Wishing to escape the urban rat race, freelance writer and editor Stephanie Marohn moved to rural Northern California in 1993. In return for reduced rent, she fed and cared for two horses. Life was sweet.
Then more farm animals started to appear: a miniature white horse, a donkey, and sheep, followed by deer and other wildlife. Each needed sanctuary from abuse, physical injury, or neglect, and Marohn took them in, gradually turning her ten-acre spread into an animal sanctuary.
With each new arrival, Marohn had to learn how to care for it, to help it to overcome trauma, and to transition back to life with other animals–and to trust people again. With each successful rescue and rehabilitation, Marohn learned lessons not only about animal care but also about love, compassion, patience, trust, and so many of the qualities we often try to cultivate in ourselves.

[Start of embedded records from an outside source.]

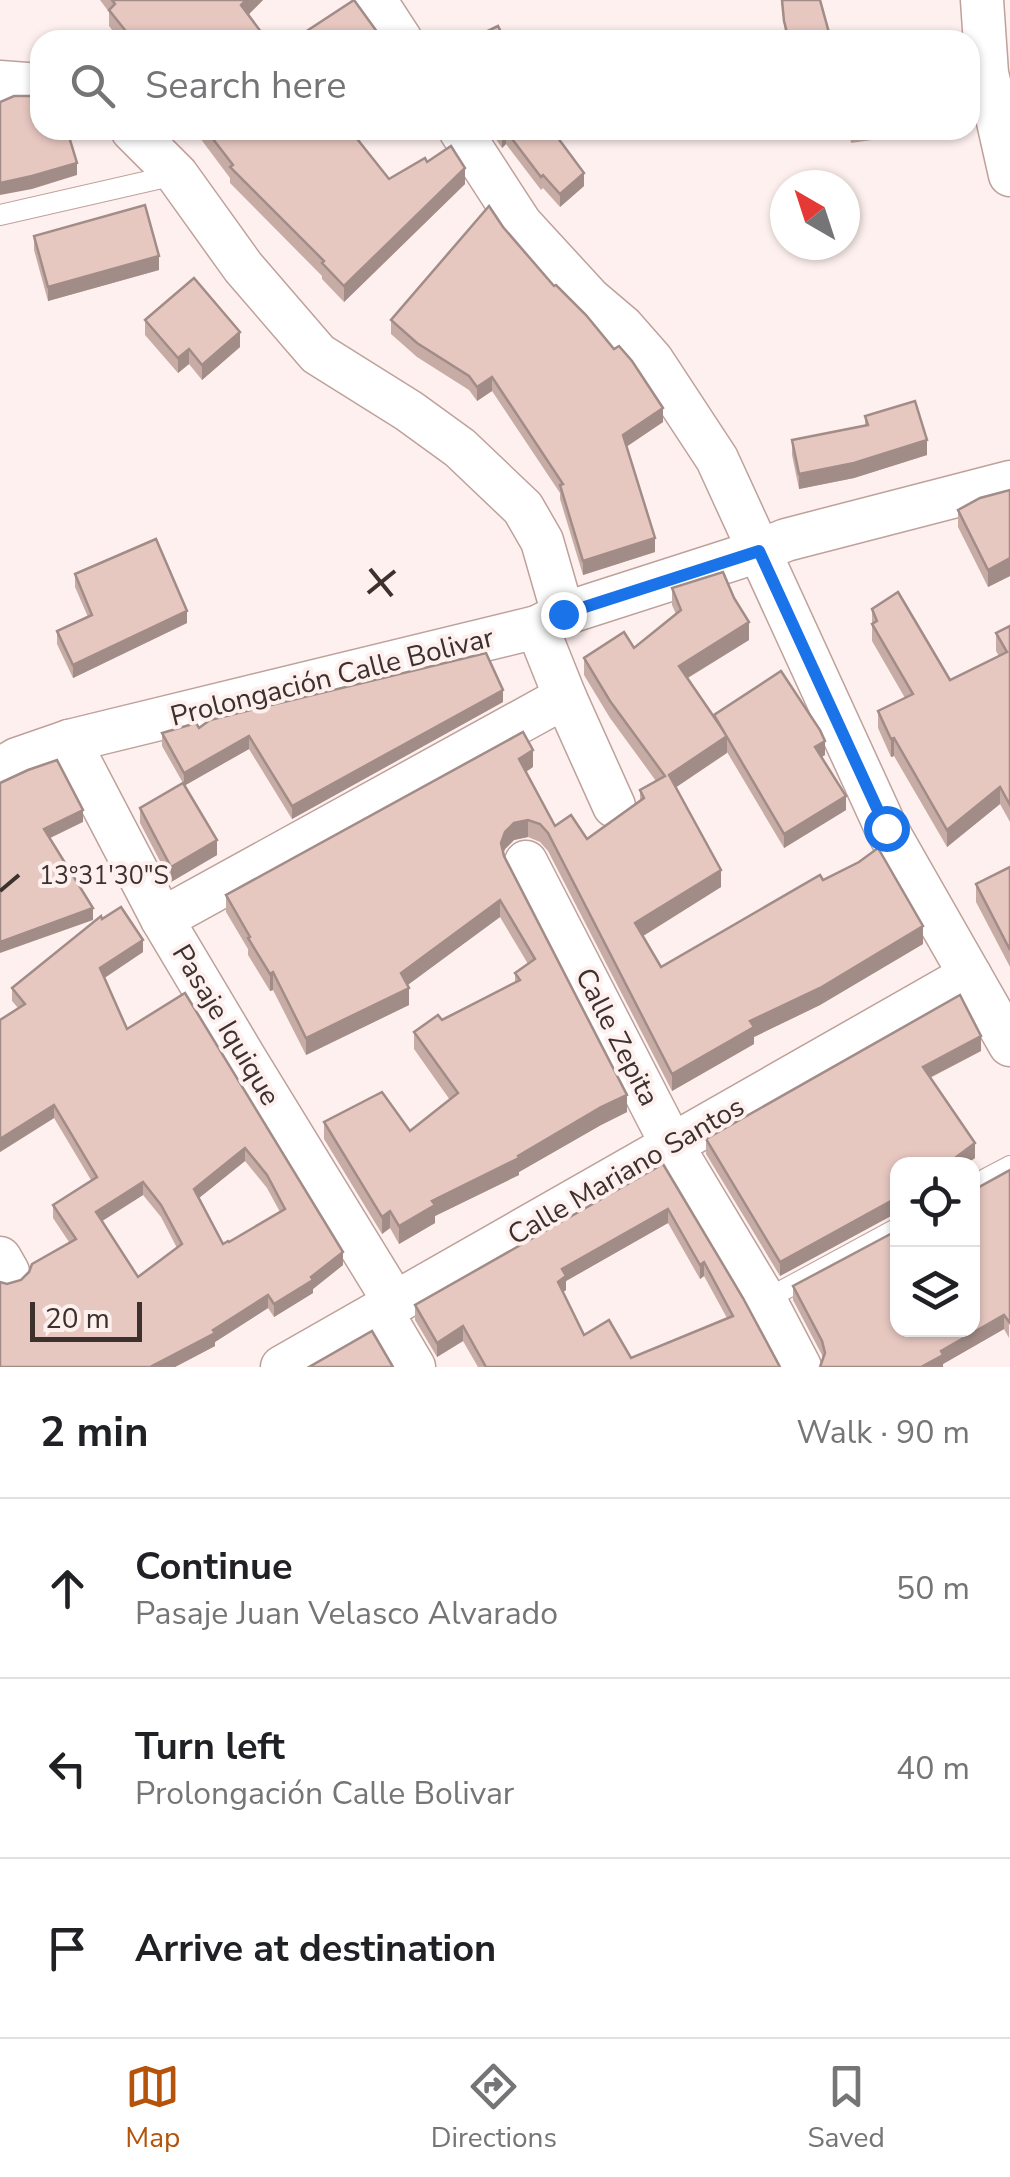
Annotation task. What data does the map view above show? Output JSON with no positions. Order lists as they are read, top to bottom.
{
  "streets": {
    "street": [
      "Prolongación Calle Bolivar",
      "Pasaje Iquique",
      "Calle Zepita",
      "Calle Mariano Santos"
    ]
  },
  "crossings": [
    ["Prolongación Calle Bolivar", "Pasaje Iquique"],
    ["Pasaje Iquique", "Calle Mariano Santos"],
    ["Calle Zepita", "Calle Mariano Santos"]
  ],
  "scale_bar": "20 m",
  "north": "top left",
  "page": {
    "search": "Search here",
    "scale": "20 m",
    "heading": ["2 min", "Walk · 90 m"],
    "list": [
      ["Continue", "Pasaje Juan Velasco Alvarado", "50 m"],
      ["Turn left", "Prolongación Calle Bolivar", "40 m"],
      "Arrive at destination"
    ],
    "nav": ["Map", "Directions", "Saved"]
  },
  "coordinates": ["13°31'30\"S"]
}
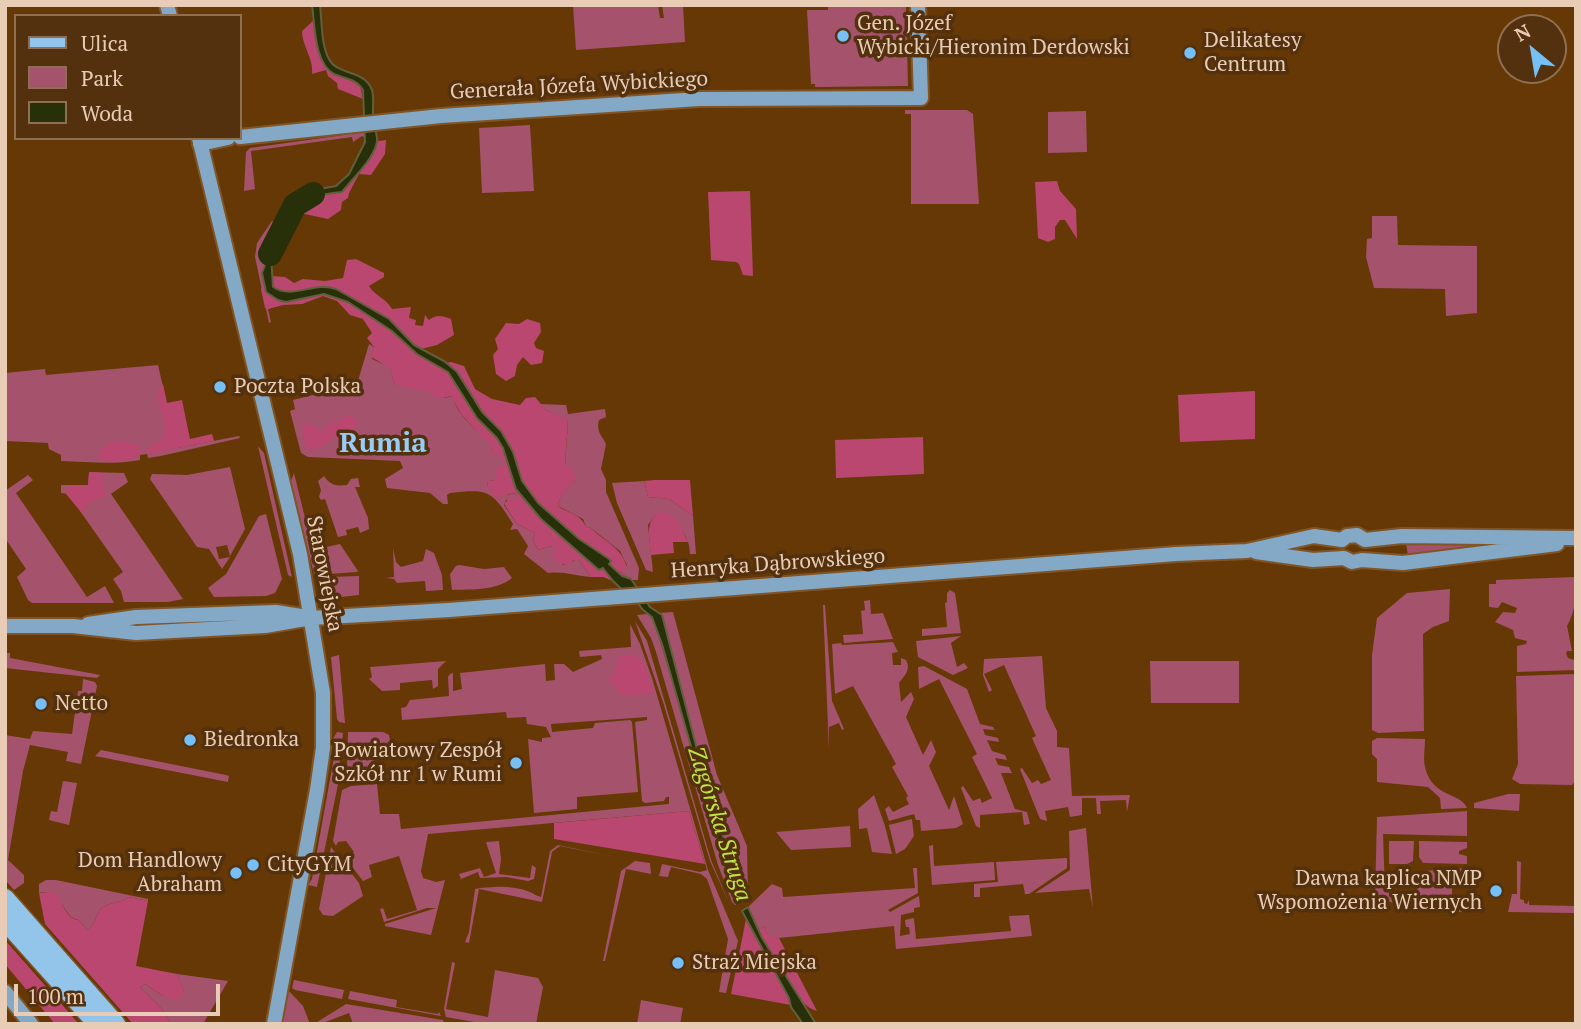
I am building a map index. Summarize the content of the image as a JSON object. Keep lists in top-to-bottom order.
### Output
{
  "streets": {
    "street": ["Generała Józefa Wybickiego", "Henryka Dąbrowskiego", "Starowiejska"]
  },
  "crossings": [
    ["Henryka Dąbrowskiego", "Starowiejska"]
  ],
  "districts": ["Rumia"],
  "water": ["Zagórska Struga"],
  "places": [
    "Gen. Józef Wybicki/Hieronim Derdowski",
    "Delikatesy Centrum",
    "Poczta Polska",
    "Netto",
    "Biedronka",
    "Powiatowy Zespół Szkół nr 1 w Rumi",
    "CityGYM",
    "Dom Handlowy Abraham",
    "Dawna kaplica NMP Wspomożenia Wiernych",
    "Straż Miejska"
  ],
  "legend": ["Ulica", "Park", "Woda"],
  "scale_bar": "100 m",
  "north": "top left"
}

She shares what she learned from the sheep she rescued from an animal collector and the abused donkey she helped nurse back to health. She also tells about the hilarious response from the guests at her Thanksgiving dinner when they saw wild turkeys come floating down “like paratroopers” to land next to the miniature horse that had walked right up to the patio window.
Marohn’s delightful memoir illuminates how the animals have much to teach us and how they helped her to reconnect with the natural world and to see and embrace others as they truly are.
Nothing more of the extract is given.